§ **Excerpted data**:
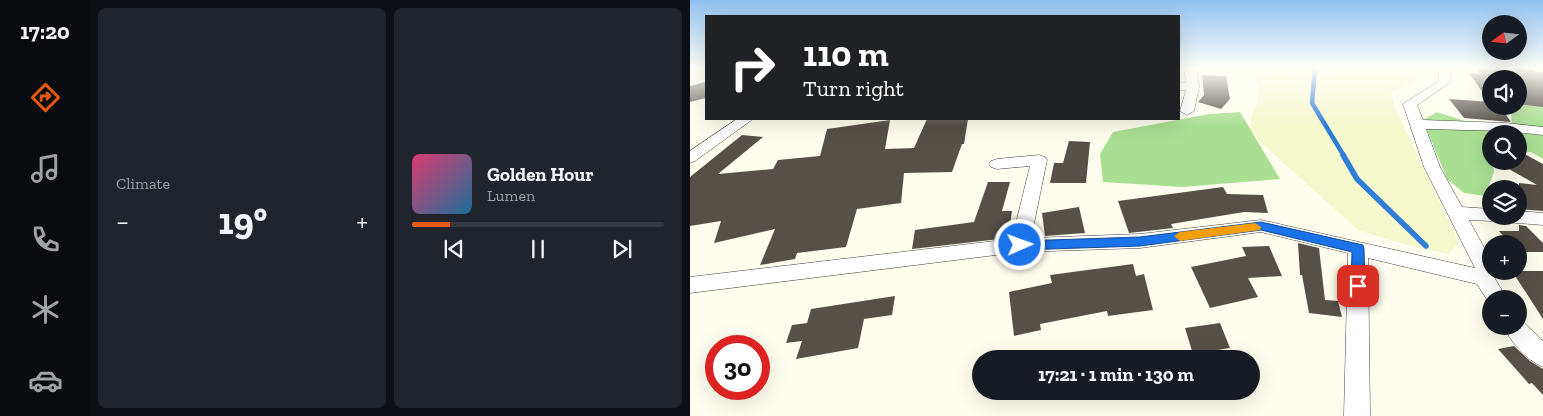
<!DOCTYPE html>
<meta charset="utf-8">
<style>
body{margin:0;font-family:"Zilla Slab",serif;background:#20242c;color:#f1f3f6;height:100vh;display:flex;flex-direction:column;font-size:19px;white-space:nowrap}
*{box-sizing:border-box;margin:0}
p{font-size:16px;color:#9ea1a6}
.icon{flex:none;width:28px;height:28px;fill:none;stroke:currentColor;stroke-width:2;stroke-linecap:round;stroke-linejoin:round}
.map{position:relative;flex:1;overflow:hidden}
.drawer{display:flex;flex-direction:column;gap:8px;padding:8px;background:#0d0f14;width:600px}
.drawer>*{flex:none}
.guide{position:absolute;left:15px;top:15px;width:475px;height:105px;border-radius:0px;box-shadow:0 5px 20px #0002;background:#202124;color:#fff;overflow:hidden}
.needle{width:32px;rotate:255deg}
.buttons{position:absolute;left:792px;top:15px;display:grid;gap:10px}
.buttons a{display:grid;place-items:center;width:45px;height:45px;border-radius:50%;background:#171b24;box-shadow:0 5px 20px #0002;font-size:25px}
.speed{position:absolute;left:15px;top:335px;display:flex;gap:10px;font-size:25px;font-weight:700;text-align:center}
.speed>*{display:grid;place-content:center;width:65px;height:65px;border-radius:50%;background:#171b24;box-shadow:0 5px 20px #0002;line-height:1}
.speed .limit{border:8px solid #d22;background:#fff;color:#111}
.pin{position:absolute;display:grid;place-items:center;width:42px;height:42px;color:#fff;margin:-21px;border-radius:10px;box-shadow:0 2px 8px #0006}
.me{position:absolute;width:55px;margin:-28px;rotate:88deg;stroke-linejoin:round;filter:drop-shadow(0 0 4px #0008)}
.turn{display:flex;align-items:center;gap:18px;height:105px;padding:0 15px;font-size:22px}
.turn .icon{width:65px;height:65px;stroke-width:2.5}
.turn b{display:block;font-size:35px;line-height:42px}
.big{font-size:38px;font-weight:800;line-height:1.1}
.drawer .tile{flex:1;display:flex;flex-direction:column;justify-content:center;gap:8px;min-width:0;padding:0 18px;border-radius:8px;background:#20242c}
.song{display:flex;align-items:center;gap:15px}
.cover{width:60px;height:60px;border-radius:8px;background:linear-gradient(135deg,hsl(340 70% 55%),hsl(200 70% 35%))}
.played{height:5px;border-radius:2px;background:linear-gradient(90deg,#ea580c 15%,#363941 15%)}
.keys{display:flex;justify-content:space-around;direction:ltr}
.heat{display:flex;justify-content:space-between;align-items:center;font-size:28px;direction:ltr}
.drawer .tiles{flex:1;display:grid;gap:8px;grid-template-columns:repeat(2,1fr)}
.trip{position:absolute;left:282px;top:350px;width:288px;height:50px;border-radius:25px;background:#171b24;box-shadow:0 5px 20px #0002;font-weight:800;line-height:50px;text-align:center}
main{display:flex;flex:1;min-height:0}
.tabs{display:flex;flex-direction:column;width:90px;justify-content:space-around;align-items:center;background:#090b0e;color:#9ea1a6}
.tabs .icon{width:35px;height:35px}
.tabs .active{color:#ea580c}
.tabs b{font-size:22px;color:#f1f3f6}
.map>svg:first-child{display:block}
</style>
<main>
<nav class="tabs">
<b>17:20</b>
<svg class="icon active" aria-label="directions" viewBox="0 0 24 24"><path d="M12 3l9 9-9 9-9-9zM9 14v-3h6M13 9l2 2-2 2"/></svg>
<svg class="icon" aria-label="music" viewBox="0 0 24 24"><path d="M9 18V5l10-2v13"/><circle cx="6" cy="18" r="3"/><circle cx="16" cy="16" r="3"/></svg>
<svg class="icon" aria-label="phone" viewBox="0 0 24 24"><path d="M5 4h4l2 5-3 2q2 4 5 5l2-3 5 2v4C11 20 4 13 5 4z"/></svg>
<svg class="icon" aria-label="climate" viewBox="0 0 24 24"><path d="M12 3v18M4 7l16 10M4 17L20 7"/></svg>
<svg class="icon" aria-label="car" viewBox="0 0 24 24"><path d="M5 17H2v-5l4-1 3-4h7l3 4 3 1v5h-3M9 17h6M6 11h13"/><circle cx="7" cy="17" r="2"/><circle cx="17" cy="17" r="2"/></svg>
</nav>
<section class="drawer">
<div class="tiles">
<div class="tile"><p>Climate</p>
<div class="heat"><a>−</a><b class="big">19°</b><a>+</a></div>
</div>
<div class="tile">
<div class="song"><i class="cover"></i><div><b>Golden Hour</b><p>Lumen</p></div></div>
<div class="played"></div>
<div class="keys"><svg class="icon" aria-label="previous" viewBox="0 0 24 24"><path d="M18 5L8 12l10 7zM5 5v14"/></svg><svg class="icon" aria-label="pause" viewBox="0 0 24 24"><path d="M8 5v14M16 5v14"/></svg><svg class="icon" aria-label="next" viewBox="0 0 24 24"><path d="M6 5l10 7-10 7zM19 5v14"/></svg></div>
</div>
</div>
</section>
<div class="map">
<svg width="853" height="416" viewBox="0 0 853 416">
<rect width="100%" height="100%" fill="#fffeee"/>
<path fill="#f5f7cc" d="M561,68H742L739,75L724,83L701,92L704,106L769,243L758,254L720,246L668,230L569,141L561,129V116L568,101V86Z"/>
<g fill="#aadf93">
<path d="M839,89L853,91V159L841,152H829V134H801V161H803L804,172L795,196L774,193L757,179L733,120L747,112L794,127L822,130L821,109L822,106H829V93Z"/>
<path d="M550,112L590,179L492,187L413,182L410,154L423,132L519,114Z"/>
</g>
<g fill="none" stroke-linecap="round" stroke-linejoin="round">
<path stroke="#307dd7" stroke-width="4.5" d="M625,68L622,103L654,156"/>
<path stroke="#307dd7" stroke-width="5.5" d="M653,155L667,179L736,246"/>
</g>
<g fill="#575049">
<path d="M785,68H841L846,72H853V107L829,104V79H801V101L798,100L779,73L790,74Z"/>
<path d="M512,75L536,76L540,99L531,109L508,102L514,95Z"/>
<path d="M15,82L16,98L0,102V86Z"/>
<path d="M759,99L801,102V106H810L821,122L774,118Z"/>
<path d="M237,119H278L274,144H272L262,172L214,173L211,203L167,209L156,247L107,253L105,259L70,265L85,229L24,243L31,221L0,226V177L52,135L73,137L28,174L83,169L88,160L130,156L137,129L200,120L195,149L224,148Z"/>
<path d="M379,141L400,142L396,183H360L364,163H373Z"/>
<path d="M829,151L853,164V211L829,209V183L847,185L805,161H829Z"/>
<path d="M298,182H320L312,211H322L318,238L222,249L225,230L284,222Z"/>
<path d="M533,187L537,194L573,195L578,213L554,212L481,224L483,228L439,233L428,201Z"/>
<path d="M389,207L395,233L355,236L352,213Z"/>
<path d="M829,225L836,226L853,243V252H829V244H820L809,231H829Z"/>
<path d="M608,243L629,248L635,300L648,301L652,317L619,313L612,275H610Z"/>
<path d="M579,246L592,276L558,278L568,297L520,308L501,267L556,256L552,247Z"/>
<path d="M443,264L446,276L454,274L463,310L418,316L417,311L350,324L351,330L324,336L319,292L362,283L360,275Z"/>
<path d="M822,271H853V319Z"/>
<path d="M205,296L202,315L174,319L168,348L106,359L112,341L96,343L102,325L117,323L121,309Z"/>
<path d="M530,323L540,348L503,354L495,328Z"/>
<path d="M824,346L840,361L853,369V395L842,383L839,384L808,349Z"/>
</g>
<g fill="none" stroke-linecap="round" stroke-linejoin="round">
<defs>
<g id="street">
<path d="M494,68H506L509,87L504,111L497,115L490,111L496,90H489V82L496,83Z"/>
<path d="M748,68H760L761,82L727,105L733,120L816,123L853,127V135L816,131L736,129L750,167L772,207L801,209V216H829V211L853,213V225L815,222L808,219L801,221L779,220L801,260V271H807L804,277L817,299H801V306L787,284L678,258L680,416H654L658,253L571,232L450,248L330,252L0,293V277L322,239L340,166L307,169L301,167L299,164L301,161L307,159L349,155L355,157L357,160L341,238L450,234L571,220L785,268L734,167L713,104L749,81Z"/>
<path d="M47,119H63L5,161L0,163V151Z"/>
<path d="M829,318L853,341V367C836,360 821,342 813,326H829Z"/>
</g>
</defs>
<use href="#street" stroke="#414141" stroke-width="1"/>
<use href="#street" fill="#fff" fill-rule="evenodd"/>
</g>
<linearGradient id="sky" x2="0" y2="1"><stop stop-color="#91c1f0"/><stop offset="0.54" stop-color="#fffff7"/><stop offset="1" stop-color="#fffff7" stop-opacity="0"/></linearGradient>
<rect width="853" height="126" fill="url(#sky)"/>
<path fill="#1a73e8" stroke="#114b97" d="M571,222L673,245L674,249L675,286L673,290L668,291L663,290L661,286L662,252L571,230L450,246L330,250L326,248L324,245L326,242L330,241L450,237Z"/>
<path fill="#f59e0b" d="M565,223L571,227L570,230L490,241L484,236L490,232Z"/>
</svg>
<div class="buttons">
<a><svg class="needle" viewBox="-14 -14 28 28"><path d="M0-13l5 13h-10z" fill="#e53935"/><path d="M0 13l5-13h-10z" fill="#9ea1a6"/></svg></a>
<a><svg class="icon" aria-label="sound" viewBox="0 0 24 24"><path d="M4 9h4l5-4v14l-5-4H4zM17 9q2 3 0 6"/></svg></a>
<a><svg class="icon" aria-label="search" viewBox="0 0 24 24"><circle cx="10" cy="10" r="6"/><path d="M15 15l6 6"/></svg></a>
<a><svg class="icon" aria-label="layers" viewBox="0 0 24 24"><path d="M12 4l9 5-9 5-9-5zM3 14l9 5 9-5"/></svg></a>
<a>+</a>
<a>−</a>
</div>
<div class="speed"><div class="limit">30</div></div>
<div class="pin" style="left:668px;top:286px;background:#d93025"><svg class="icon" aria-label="arrive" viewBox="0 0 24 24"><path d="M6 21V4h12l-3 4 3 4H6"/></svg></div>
<svg class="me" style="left:330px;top:245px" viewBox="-20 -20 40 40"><circle r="17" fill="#1a73e8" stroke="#fff" stroke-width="3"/><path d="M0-11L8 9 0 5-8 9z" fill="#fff"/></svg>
<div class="trip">17:21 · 1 min · 130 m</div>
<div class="guide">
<div class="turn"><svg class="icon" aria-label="right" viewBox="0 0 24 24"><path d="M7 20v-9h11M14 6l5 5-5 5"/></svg><div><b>110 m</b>Turn right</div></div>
</div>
</div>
</main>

§ **Problem description**:
Provide every line from the material that contains the word "cover".

§ **Task result**:
.cover{width:60px;height:60px;border-radius:8px;background:linear-gradient(135deg,hsl(340 70% 55%),hsl(200 70% 35%))}
<div class="song"><i class="cover"></i><div><b>Golden Hour</b><p>Lumen</p></div></div>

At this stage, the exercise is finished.